News Flash
WASHINGTON, April 23, 2025 (BSS/AFP) - In his near-100 days in power, President Donald Trump has signed a staggering number of executive orders -- an unprecedented 130 -- that topple many cornerstones of US policy.
Straight after his January 20 inauguration, the Republican leader revoked 67 executive orders issued under his predecessor Joe Biden.
Since then, he has signed edicts aimed at dismantling federal programs -- nearly half his orders go toward that, according to an AFP tally.
A quarter of them formalize his positions in the culture wars polarizing the country. And around a fifth exact revenge on some of his adversaries.
- Undoing predecessors' legacies -
A smiling portrait of Ronald Reagan -- who coined the "Make America Great Again" slogan -- may sit in the Oval Office, but Trump has set about dismantling the United States Institute of Peace conceived under that former Republican president.
And the day he took office, Trump signed an executive order suspending funding to USAID, America's foreign-aid agency, whose budget had been expanded under George W. Bush.
On March 14, Trump directed extreme cuts to the US Interagency Council on Homelessness, also created under Reagan, and the Minority Business Development Agency, established under another Republican president, Richard Nixon.

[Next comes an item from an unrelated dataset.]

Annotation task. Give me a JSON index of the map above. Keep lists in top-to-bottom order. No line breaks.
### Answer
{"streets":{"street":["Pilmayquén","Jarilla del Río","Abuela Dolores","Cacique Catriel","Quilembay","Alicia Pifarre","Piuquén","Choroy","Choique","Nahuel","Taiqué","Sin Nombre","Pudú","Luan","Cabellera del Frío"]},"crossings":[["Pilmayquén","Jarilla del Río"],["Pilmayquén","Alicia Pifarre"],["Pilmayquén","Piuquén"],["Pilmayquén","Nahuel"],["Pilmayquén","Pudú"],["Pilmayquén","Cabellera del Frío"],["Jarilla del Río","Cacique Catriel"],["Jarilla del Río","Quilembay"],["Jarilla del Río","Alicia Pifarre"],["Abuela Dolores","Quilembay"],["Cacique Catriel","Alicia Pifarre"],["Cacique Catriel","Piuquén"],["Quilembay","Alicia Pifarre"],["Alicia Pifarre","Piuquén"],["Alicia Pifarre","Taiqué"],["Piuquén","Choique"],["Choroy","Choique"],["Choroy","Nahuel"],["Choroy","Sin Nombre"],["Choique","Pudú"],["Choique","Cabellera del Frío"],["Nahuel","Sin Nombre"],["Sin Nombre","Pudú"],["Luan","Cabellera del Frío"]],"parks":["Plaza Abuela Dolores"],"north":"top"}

Another decree aimed to close the Department of Education, with its functions to be transferred to individual states. That runs counter to policy established under George W. Bush's 2002 "No Child Left Behind" school reform law, which scaled up the department's federal role.

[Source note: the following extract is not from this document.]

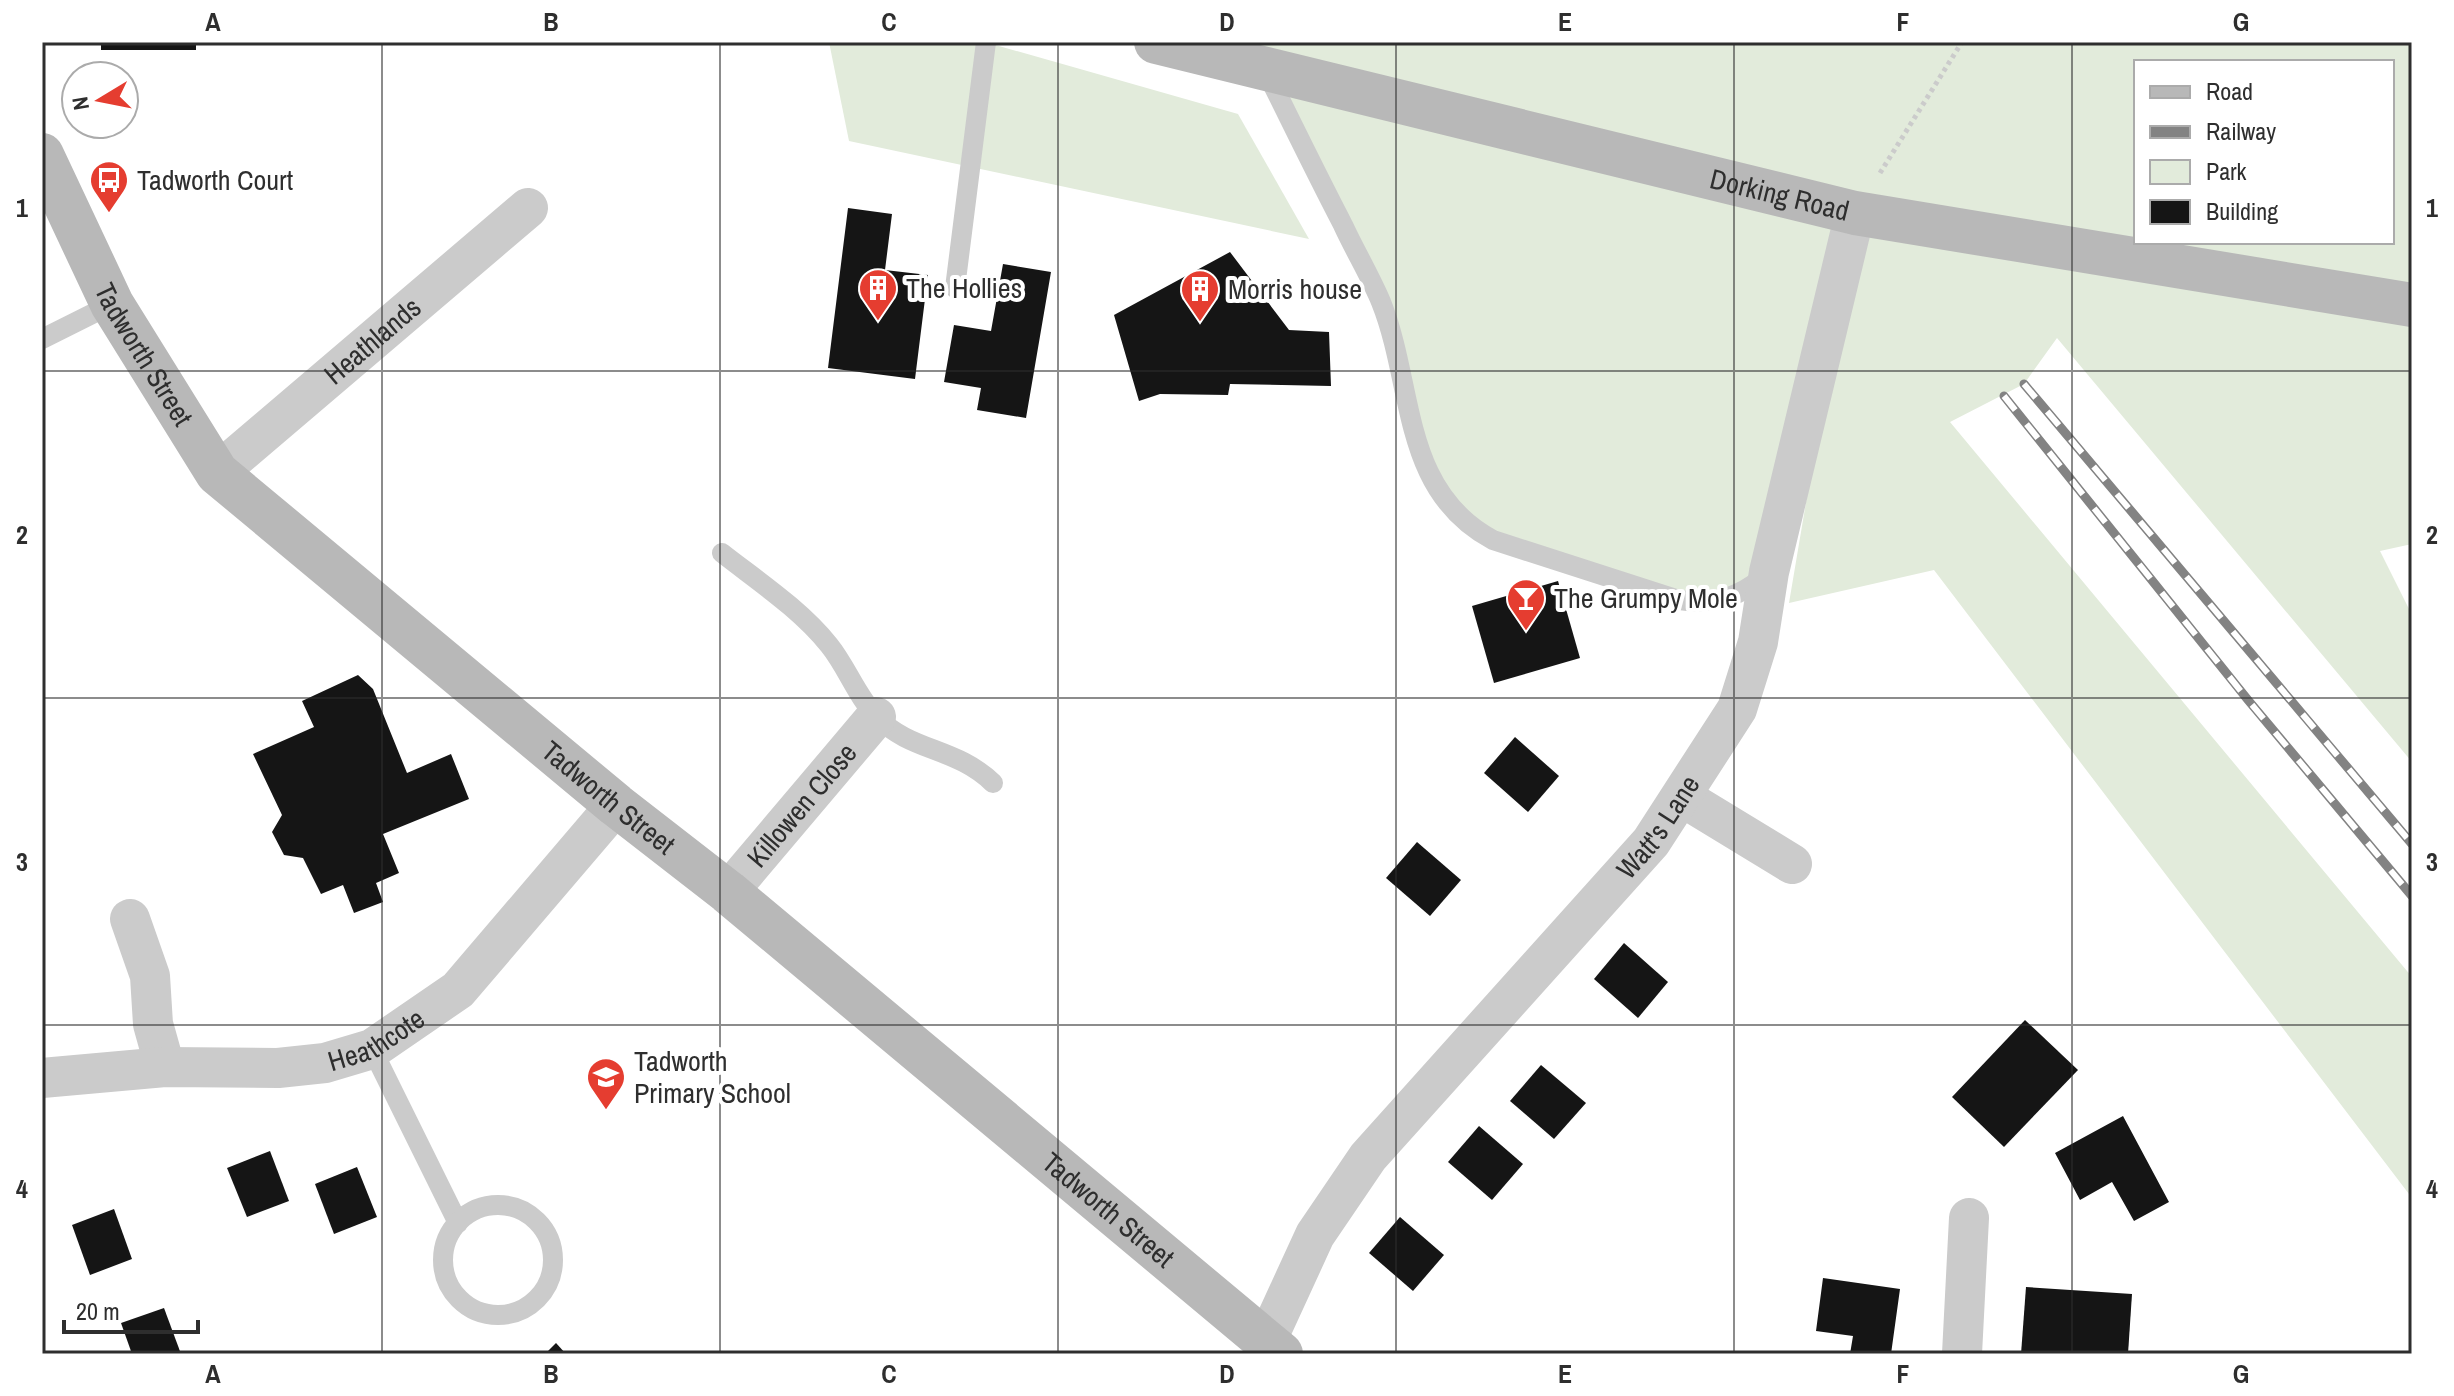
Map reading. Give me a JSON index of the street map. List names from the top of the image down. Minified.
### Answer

In an April 8 executive order, Trump directed the Department of Justice to halt enforcement of "burdensome" state-level laws designed to address climate change when it came to energy.

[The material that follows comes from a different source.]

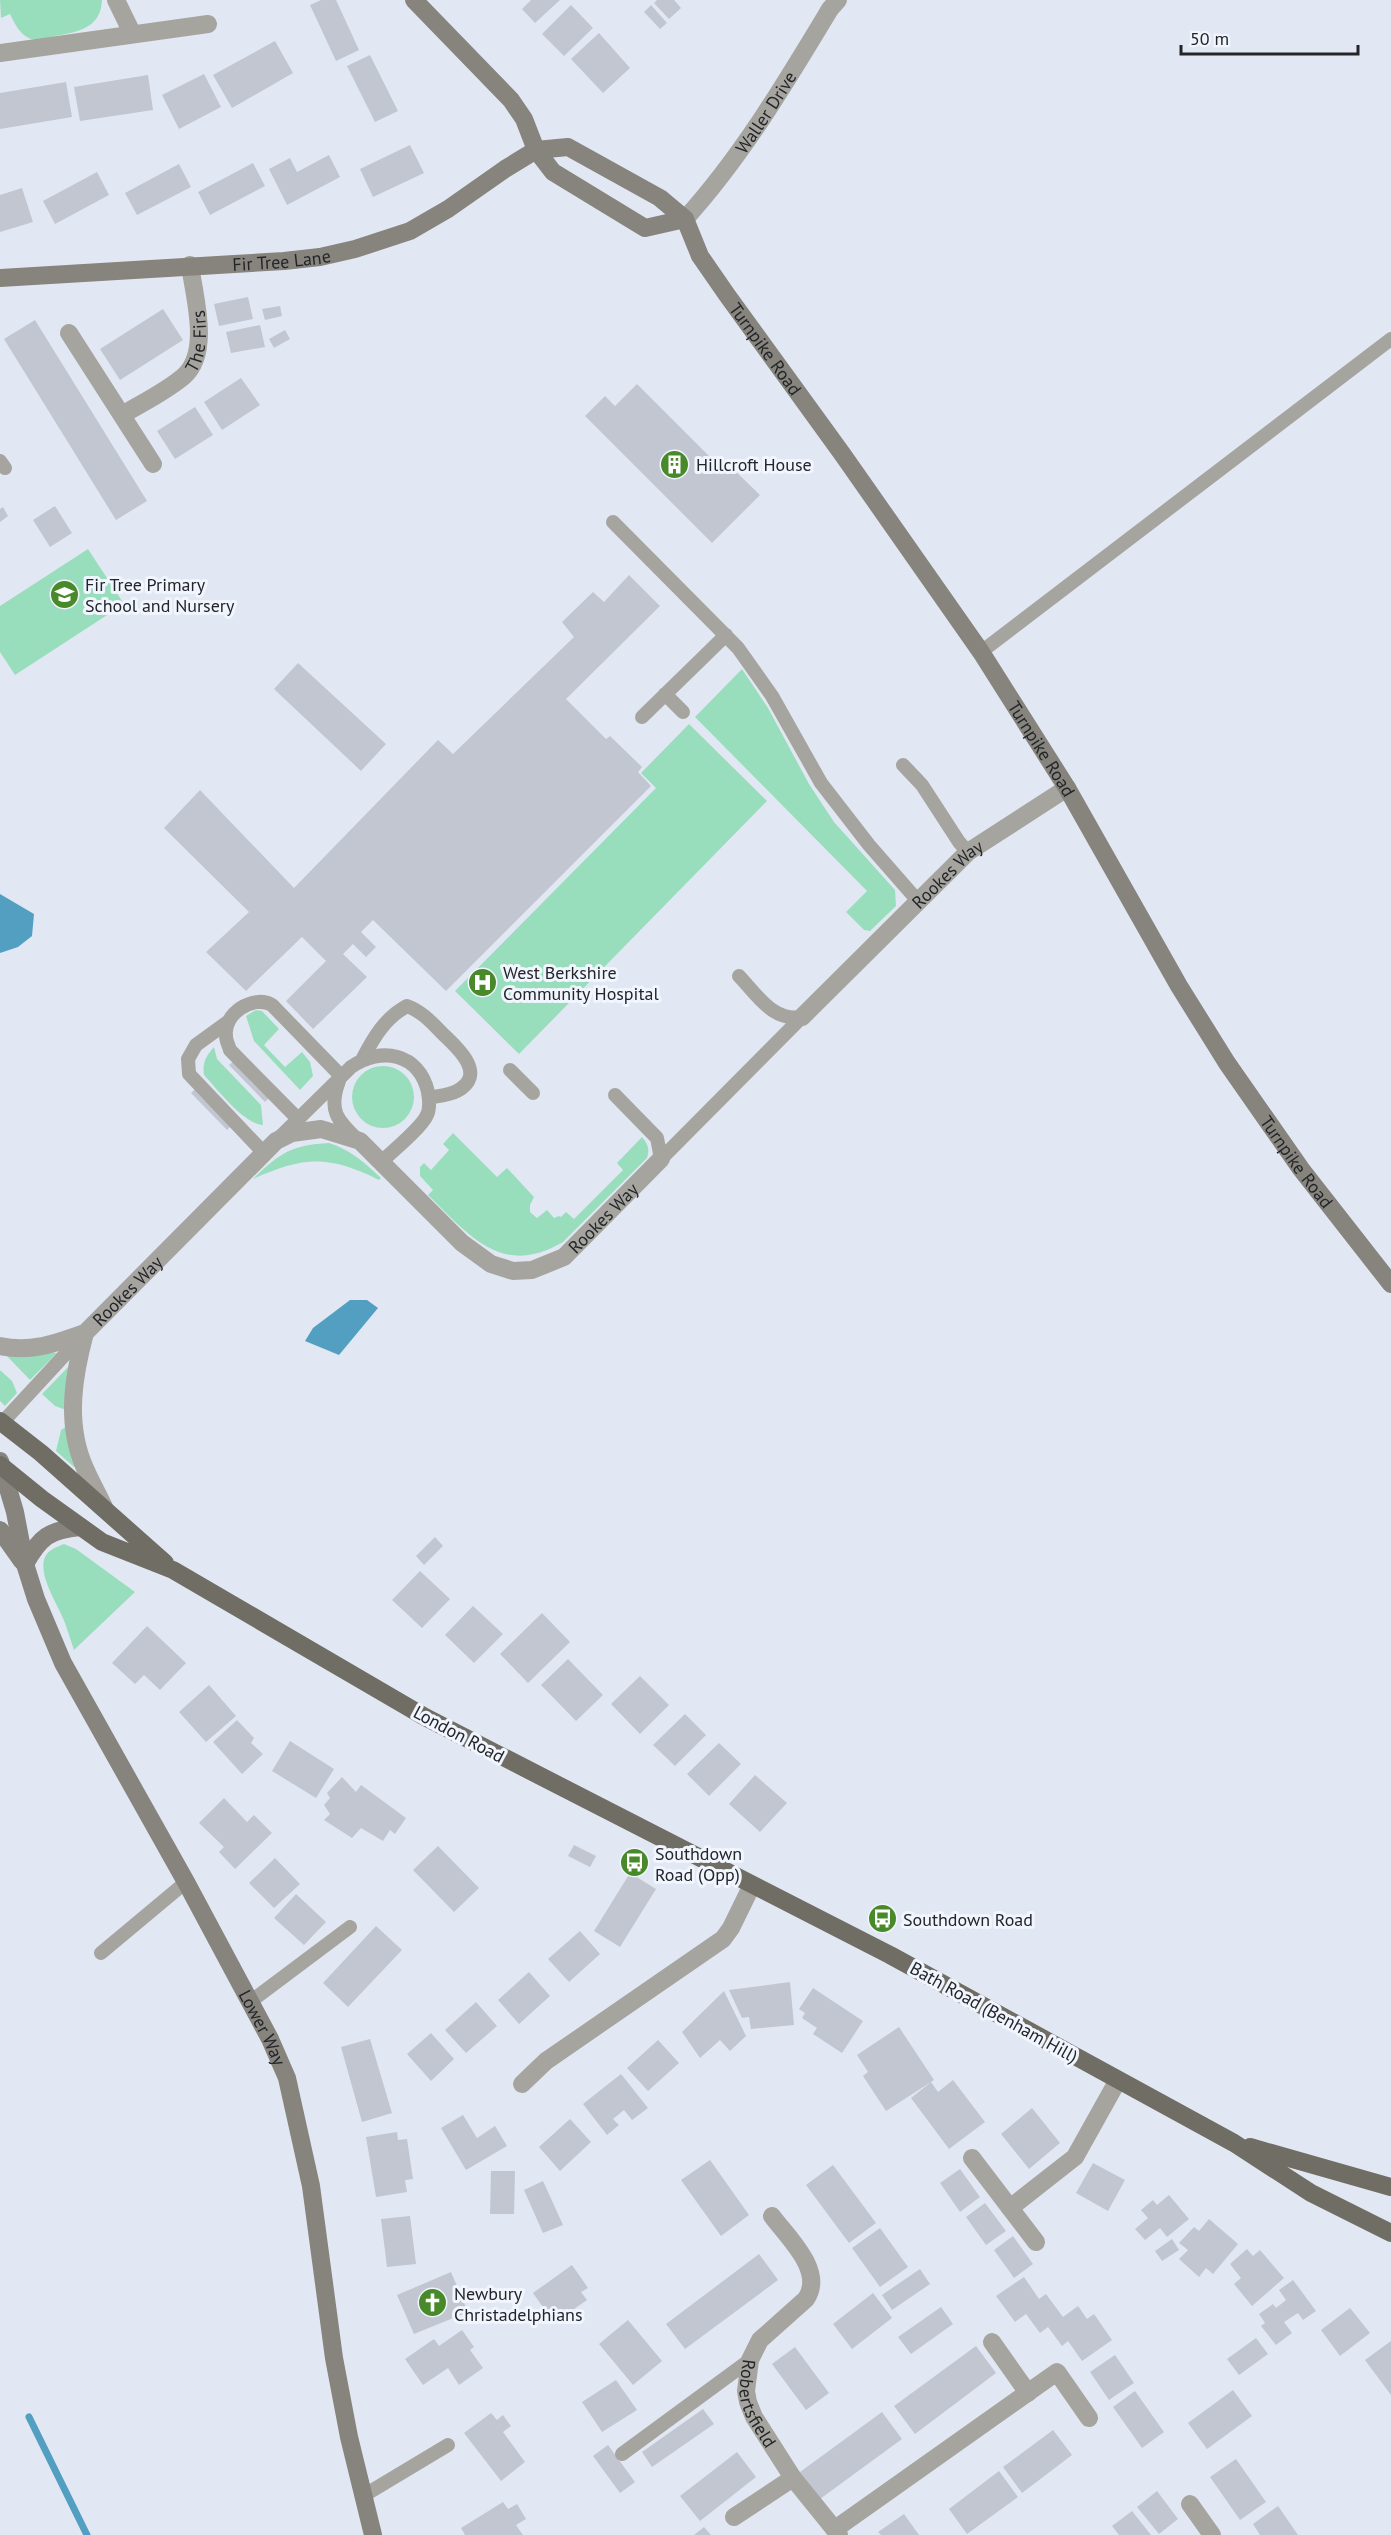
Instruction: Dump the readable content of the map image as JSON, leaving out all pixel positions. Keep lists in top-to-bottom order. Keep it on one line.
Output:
{"streets":{"main road":["London Road","Bath Road (Benham Hill)"],"street":["Waller Drive","Fir Tree Lane","The Firs","Turnpike Road","Rookes Way","Lower Way","Robertsfield"]},"crossings":[["Waller Drive","Turnpike Road"],["Fir Tree Lane","The Firs"],["Fir Tree Lane","Turnpike Road"],["Turnpike Road","Rookes Way"],["Rookes Way","London Road"],["London Road","Bath Road (Benham Hill)"],["London Road","Lower Way"]],"places":{"building":["Hillcroft House"],"school or university":["Fir Tree Primary School and Nursery"],"hospital":["West Berkshire Community Hospital"],"bus stop":["Southdown Road (Opp)","Southdown Road"],"church":["Newbury Christadelphians"]},"scale_bar":"50 m"}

Approximately half a dozen other orders targeted US federal services by putting their functioning in the sights of Elon Musk's cost-cutting Department of Government Efficiency (DOGE).
- Culture wars -
The issues of DEI -- diversity, equity and inclusion -- are obviously triggers for Trump, who has signed no fewer than 40 decrees seeking to purge them from US public life.
On January 20, Trump signed a decree doing away with "radical" DEI programs and telling federal agencies to "use the term 'sex' and not 'gender'" in their documents, erasing the idea of "gender identity."
Others followed, to exclude transgender people from the military, ending positive discrimination, and "eradicating anti-Christian bias" in federal government.
Trump also ordered that the Gulf of Mexico be called the "Gulf of America."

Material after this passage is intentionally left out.